* Assignment:
Using the listing below, return every line that includes "type".
+ + +
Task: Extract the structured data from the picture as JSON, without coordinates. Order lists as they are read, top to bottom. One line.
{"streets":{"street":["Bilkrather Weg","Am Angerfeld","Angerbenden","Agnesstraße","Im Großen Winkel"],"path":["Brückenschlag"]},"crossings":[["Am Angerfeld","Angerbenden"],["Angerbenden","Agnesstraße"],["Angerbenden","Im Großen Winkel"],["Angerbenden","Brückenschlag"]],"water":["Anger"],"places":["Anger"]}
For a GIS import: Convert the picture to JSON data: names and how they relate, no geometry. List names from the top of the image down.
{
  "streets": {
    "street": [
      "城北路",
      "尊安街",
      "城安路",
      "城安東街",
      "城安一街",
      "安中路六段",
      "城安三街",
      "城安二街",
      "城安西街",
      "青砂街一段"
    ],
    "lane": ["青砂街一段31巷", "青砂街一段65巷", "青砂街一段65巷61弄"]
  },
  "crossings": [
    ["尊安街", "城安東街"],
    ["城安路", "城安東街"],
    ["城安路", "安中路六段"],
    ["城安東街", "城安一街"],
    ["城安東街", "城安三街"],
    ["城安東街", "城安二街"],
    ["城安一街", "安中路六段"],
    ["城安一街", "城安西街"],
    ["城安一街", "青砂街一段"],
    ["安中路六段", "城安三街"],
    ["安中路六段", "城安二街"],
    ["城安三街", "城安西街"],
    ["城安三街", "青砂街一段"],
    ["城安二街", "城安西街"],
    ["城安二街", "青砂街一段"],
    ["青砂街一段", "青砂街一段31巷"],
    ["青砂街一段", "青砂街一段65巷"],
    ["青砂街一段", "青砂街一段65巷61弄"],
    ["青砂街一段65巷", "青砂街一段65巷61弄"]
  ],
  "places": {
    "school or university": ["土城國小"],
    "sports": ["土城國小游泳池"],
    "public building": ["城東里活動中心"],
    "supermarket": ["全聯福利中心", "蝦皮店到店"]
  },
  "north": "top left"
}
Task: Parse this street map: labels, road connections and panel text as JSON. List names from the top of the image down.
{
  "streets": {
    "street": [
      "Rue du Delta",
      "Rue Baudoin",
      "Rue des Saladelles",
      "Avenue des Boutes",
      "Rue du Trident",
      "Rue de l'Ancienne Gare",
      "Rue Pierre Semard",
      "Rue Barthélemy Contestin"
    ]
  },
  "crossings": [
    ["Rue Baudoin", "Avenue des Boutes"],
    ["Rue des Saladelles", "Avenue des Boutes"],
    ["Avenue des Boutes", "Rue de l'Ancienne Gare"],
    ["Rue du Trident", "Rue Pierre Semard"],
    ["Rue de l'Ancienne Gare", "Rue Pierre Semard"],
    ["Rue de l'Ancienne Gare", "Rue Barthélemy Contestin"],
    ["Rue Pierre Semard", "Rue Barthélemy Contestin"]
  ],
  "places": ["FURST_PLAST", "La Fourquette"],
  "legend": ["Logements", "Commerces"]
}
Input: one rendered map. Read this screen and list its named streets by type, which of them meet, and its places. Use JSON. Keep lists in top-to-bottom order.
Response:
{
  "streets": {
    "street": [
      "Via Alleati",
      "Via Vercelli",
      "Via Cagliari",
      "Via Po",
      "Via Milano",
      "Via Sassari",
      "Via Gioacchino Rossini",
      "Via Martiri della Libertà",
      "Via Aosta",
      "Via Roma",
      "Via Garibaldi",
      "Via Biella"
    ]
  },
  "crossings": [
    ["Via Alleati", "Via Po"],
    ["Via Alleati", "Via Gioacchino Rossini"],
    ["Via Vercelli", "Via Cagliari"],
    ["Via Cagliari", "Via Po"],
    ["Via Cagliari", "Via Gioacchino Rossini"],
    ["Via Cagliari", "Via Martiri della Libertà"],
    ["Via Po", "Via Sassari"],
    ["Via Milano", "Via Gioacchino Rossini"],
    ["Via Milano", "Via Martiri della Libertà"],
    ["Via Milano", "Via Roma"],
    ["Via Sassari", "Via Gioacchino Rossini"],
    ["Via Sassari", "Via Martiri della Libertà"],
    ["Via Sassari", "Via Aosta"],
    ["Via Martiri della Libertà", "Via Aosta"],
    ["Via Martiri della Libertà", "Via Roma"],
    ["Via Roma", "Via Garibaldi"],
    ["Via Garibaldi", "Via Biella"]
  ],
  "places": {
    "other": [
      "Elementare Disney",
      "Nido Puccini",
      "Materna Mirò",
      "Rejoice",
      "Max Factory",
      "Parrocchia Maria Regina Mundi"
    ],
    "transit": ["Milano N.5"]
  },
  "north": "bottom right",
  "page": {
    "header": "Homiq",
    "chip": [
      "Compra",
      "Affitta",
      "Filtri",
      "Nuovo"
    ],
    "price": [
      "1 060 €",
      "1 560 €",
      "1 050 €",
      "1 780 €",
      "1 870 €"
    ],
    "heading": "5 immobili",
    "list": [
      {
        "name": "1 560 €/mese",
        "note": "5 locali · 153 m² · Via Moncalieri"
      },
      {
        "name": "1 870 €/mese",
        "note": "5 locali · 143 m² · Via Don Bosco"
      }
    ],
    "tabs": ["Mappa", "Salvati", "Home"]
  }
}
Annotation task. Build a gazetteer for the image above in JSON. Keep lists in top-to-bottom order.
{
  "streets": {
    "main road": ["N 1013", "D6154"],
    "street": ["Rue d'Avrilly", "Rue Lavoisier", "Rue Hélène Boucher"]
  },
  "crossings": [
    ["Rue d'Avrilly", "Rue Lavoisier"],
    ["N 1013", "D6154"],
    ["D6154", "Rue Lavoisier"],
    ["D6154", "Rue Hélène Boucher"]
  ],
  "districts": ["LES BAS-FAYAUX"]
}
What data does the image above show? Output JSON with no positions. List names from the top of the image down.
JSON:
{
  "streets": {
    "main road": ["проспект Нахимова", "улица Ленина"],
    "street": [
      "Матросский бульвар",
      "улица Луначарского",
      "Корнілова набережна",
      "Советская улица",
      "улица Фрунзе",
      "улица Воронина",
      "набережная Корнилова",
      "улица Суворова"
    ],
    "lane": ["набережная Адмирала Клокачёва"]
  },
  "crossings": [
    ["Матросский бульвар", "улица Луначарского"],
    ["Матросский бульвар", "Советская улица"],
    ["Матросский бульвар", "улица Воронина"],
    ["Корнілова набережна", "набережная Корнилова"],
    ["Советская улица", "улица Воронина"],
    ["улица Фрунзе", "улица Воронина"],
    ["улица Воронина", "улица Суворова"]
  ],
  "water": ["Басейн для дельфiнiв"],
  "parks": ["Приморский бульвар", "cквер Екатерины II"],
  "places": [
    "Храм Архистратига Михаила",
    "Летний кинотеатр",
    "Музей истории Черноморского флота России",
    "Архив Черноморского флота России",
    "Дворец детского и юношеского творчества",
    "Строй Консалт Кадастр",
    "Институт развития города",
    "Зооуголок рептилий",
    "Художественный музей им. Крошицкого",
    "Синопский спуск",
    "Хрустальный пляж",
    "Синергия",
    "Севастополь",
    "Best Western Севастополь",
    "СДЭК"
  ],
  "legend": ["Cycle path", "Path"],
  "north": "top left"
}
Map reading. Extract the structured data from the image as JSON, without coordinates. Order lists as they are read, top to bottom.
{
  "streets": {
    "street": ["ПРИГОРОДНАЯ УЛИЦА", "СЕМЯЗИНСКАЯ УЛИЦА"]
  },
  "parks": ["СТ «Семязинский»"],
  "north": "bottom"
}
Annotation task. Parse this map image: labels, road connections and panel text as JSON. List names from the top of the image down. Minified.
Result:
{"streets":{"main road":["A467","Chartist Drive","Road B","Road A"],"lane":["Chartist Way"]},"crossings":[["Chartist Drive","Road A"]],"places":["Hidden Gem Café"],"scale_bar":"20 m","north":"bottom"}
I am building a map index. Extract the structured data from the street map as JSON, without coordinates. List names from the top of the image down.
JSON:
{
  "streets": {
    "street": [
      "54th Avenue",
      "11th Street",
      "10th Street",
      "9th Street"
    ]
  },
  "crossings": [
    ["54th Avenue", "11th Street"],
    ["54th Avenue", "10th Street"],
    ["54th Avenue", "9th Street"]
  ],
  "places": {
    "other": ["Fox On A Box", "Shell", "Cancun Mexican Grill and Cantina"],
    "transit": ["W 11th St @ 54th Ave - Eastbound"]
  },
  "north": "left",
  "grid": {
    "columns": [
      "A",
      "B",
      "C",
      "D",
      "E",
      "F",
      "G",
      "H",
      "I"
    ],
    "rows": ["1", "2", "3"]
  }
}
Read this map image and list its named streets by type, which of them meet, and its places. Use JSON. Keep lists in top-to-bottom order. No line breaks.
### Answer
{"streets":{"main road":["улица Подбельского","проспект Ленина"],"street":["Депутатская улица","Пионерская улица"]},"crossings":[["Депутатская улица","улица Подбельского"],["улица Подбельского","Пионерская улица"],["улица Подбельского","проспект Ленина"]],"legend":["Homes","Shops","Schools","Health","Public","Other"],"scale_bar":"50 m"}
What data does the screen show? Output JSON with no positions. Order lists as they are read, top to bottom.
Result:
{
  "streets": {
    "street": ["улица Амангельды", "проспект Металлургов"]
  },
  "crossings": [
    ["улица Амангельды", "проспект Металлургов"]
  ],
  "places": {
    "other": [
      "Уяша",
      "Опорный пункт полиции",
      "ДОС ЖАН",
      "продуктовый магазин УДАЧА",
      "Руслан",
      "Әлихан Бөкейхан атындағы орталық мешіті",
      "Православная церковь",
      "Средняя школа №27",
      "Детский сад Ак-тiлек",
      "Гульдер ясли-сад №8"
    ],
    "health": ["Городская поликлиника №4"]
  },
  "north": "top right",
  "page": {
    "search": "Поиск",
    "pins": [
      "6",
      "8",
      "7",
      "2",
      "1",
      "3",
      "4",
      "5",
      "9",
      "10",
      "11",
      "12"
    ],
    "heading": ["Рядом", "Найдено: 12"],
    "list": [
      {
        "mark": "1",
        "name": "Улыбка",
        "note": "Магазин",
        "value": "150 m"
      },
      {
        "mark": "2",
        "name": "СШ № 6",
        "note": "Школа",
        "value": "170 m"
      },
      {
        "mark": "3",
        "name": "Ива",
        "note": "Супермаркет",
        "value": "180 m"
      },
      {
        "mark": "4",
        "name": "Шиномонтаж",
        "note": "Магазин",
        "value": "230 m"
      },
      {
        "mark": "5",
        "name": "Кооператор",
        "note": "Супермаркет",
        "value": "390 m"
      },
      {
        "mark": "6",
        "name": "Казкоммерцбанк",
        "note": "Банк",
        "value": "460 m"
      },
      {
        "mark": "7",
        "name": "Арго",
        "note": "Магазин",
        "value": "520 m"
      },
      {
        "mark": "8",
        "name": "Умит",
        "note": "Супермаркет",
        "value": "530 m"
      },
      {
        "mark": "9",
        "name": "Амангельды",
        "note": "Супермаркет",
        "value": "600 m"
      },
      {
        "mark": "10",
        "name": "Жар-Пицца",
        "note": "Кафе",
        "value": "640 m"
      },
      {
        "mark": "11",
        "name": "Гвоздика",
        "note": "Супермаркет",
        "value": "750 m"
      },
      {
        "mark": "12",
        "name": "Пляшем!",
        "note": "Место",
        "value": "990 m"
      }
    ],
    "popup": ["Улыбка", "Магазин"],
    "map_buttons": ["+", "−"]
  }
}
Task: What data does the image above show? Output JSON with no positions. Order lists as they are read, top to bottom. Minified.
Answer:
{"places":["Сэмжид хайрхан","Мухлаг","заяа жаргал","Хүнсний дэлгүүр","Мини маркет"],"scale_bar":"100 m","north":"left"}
+ + +
* Response:
Input: one rendered map. Read this screen and list its named streets by type, which of them meet, and its places. Use JSON. Keep lists in top-to-bottom order.
Read this map image and list its named streets by type, which of them meet, and its places. Use JSON. Keep lists in top-to-bottom order. No line breaks.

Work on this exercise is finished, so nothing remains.